*** RECORDS FOR THE TASK ***

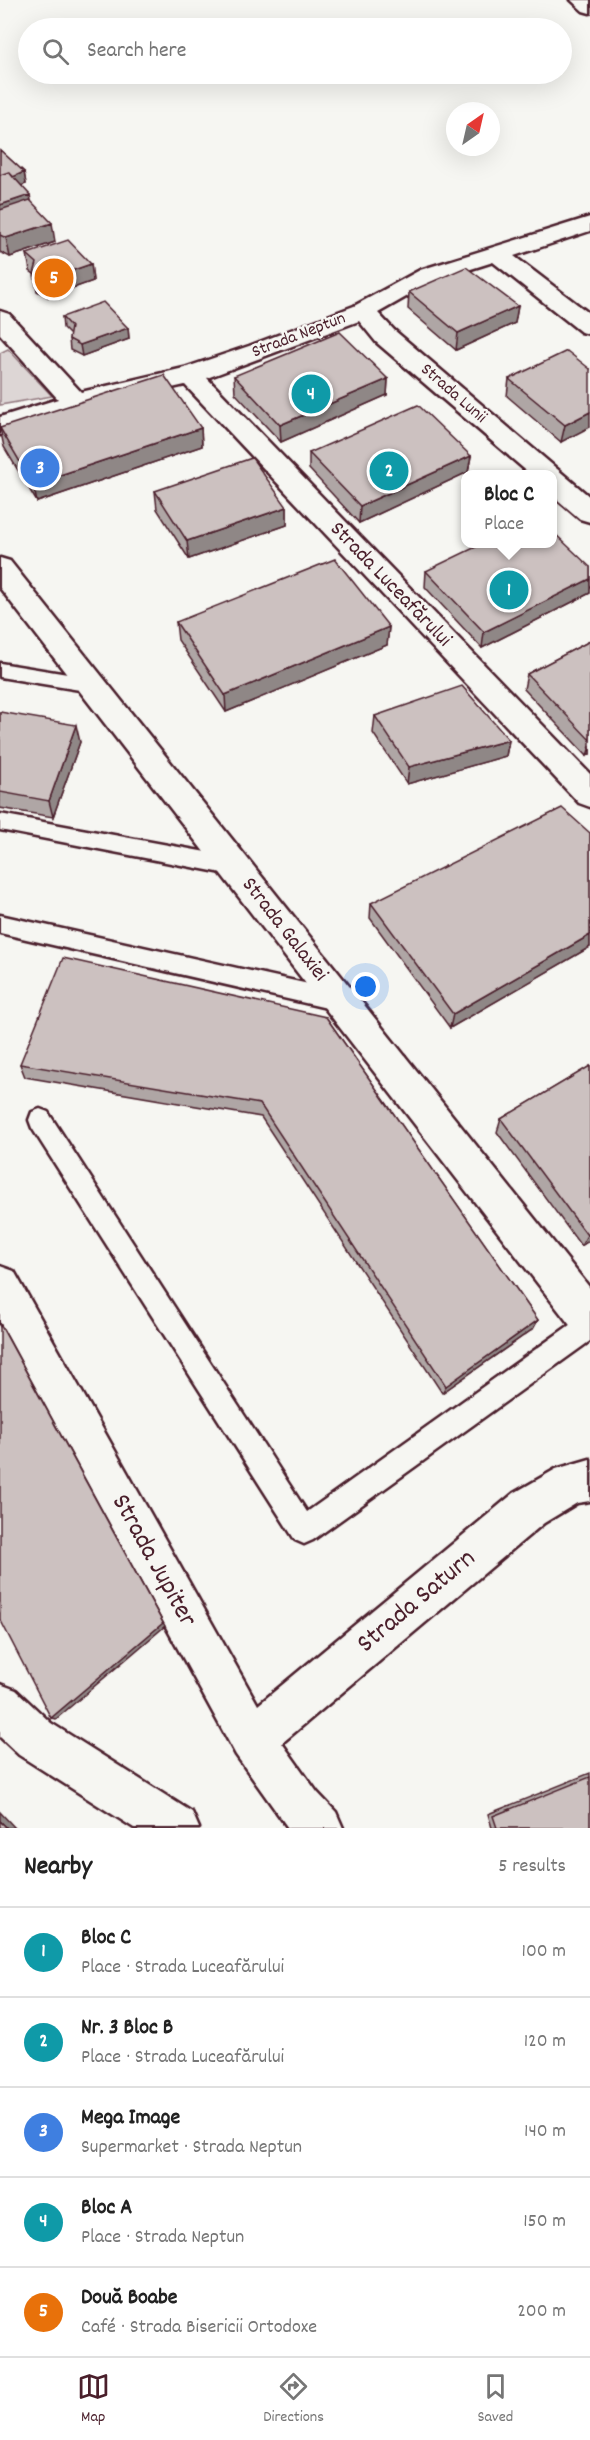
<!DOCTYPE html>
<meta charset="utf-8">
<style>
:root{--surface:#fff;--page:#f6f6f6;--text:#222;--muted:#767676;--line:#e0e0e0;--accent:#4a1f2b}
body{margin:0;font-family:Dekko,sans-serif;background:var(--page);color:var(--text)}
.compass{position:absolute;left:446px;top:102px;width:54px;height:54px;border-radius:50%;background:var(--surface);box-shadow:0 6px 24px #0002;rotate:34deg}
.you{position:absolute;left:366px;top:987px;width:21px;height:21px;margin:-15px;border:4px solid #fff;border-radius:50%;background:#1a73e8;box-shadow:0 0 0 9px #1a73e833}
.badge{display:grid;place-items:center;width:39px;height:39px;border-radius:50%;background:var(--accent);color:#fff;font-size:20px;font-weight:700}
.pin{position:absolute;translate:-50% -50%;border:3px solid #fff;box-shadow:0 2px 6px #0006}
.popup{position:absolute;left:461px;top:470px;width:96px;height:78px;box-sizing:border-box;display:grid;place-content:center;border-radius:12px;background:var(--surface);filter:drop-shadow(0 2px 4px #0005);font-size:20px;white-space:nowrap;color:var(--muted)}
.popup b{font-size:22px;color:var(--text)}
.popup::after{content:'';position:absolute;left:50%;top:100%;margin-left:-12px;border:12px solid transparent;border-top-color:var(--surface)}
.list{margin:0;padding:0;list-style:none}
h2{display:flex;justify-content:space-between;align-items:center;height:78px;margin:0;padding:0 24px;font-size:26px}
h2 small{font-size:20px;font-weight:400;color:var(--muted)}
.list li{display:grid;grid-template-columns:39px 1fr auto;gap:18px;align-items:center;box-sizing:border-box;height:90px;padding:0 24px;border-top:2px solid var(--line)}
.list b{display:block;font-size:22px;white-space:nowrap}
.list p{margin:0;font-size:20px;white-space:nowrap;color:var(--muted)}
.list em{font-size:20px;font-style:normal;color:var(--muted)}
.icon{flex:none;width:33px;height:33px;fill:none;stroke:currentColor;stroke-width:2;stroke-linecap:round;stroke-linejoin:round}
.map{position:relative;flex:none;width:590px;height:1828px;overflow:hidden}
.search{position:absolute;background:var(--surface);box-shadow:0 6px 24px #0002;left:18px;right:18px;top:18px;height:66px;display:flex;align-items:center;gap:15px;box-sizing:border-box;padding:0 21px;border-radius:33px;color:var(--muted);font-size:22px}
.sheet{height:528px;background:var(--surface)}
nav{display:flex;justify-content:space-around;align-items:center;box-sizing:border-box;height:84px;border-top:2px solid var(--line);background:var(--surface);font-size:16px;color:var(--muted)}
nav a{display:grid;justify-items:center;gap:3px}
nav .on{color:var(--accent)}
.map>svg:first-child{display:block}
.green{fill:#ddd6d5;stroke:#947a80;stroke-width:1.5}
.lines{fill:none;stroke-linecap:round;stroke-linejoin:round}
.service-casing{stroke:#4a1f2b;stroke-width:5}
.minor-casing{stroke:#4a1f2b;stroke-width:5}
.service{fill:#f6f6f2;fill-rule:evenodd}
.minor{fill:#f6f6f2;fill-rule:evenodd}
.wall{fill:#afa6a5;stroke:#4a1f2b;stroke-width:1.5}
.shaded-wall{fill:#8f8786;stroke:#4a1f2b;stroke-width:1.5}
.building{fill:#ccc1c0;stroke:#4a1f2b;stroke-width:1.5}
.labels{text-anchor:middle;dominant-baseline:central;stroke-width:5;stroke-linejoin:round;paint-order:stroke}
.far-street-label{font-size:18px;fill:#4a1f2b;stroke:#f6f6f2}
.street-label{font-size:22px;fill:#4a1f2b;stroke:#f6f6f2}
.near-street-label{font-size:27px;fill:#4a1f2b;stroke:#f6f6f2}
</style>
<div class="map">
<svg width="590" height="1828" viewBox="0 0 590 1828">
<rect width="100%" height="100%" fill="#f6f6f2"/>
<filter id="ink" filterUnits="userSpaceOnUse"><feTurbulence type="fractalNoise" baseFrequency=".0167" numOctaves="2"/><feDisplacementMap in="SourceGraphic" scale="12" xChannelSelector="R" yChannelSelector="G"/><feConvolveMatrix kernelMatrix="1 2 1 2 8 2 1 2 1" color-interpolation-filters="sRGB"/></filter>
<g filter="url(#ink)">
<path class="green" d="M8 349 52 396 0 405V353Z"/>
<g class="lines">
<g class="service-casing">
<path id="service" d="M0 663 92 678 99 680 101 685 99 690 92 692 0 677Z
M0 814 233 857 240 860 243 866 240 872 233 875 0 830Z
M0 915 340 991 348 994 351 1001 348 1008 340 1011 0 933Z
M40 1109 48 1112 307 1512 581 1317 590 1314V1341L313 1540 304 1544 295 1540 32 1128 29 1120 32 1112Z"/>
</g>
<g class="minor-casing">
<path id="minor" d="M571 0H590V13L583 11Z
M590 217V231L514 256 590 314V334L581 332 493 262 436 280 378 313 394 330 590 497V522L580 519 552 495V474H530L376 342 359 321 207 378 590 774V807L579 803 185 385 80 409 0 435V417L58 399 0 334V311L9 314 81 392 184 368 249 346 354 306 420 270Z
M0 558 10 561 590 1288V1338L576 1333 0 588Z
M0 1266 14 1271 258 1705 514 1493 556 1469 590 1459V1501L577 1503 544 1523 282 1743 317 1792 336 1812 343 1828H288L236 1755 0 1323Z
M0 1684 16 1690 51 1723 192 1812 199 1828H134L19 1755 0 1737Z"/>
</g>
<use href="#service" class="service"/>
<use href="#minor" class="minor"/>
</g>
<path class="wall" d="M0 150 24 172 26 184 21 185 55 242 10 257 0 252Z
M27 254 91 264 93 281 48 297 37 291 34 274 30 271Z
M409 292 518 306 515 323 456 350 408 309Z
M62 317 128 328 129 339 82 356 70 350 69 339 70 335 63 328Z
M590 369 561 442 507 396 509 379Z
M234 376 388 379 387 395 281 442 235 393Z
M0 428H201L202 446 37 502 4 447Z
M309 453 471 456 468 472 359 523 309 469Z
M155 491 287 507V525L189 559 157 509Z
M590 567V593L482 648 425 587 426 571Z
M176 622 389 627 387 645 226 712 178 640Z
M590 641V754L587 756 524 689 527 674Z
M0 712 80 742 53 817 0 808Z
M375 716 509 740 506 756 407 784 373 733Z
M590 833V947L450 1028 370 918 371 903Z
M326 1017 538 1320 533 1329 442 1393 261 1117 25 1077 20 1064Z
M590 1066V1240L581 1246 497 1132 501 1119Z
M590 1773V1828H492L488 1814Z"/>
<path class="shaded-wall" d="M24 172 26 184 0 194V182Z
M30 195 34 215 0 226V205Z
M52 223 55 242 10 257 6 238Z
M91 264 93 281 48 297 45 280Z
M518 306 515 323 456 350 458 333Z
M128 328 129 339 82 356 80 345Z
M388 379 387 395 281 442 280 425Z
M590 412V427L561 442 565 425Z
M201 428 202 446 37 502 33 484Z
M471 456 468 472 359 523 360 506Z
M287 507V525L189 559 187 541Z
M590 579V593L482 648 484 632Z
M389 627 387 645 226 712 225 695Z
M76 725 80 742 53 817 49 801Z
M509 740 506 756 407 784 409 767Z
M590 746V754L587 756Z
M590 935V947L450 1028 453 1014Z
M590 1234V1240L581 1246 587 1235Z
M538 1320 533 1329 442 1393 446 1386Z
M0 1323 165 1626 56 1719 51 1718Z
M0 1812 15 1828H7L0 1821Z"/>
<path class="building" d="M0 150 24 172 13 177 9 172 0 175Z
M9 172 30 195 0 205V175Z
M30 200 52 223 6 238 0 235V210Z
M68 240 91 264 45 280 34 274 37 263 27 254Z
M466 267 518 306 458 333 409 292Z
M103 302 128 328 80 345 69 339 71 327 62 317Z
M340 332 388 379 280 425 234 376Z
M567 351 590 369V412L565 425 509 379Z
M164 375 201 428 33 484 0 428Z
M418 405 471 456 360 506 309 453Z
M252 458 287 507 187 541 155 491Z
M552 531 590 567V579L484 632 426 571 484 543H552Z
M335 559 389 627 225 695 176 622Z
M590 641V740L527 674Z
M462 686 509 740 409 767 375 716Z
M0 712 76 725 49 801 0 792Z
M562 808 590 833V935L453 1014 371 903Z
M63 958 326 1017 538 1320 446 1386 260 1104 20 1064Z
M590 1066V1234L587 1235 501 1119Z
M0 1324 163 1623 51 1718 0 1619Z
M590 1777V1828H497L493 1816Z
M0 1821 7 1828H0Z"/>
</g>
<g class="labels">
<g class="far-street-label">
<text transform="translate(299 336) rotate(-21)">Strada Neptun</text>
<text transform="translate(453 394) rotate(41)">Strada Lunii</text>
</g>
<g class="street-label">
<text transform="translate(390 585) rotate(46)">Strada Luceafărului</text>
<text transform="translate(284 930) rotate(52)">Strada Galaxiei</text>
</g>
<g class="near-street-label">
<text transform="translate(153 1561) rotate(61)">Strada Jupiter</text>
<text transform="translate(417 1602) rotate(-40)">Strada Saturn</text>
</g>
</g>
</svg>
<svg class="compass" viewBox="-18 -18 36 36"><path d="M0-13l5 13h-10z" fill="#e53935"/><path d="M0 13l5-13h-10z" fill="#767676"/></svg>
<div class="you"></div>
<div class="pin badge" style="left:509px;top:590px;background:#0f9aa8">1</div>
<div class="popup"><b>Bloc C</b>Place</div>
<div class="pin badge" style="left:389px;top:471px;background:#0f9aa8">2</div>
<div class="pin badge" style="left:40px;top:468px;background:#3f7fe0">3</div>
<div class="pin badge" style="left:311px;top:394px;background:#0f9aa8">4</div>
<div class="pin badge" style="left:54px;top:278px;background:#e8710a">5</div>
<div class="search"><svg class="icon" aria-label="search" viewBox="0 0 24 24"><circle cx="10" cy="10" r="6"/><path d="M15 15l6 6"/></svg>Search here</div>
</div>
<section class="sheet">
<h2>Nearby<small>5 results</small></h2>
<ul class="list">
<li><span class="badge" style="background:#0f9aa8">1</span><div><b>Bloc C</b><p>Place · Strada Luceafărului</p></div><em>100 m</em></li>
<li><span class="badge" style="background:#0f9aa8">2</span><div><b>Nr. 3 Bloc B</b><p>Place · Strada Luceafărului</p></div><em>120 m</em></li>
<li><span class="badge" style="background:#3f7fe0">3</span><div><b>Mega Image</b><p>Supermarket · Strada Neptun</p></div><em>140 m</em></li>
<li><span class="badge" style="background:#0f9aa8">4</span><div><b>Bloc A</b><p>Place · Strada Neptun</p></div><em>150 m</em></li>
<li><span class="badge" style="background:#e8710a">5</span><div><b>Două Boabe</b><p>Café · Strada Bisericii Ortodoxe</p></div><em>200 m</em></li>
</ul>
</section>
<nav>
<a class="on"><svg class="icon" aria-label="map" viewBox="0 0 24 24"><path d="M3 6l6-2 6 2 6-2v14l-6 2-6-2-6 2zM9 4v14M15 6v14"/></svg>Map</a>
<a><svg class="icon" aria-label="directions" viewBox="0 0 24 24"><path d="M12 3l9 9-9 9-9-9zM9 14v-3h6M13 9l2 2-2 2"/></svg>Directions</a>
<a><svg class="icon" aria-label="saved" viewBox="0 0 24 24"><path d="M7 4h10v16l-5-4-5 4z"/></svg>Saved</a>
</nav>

*** End of RECORDS FOR THE TASK ***

▶ **WORK REQUIRED**
Count each line of the material that includes the string "linecap", then give only the total.

▶ **OUTPUT FOR THIS TASK**
2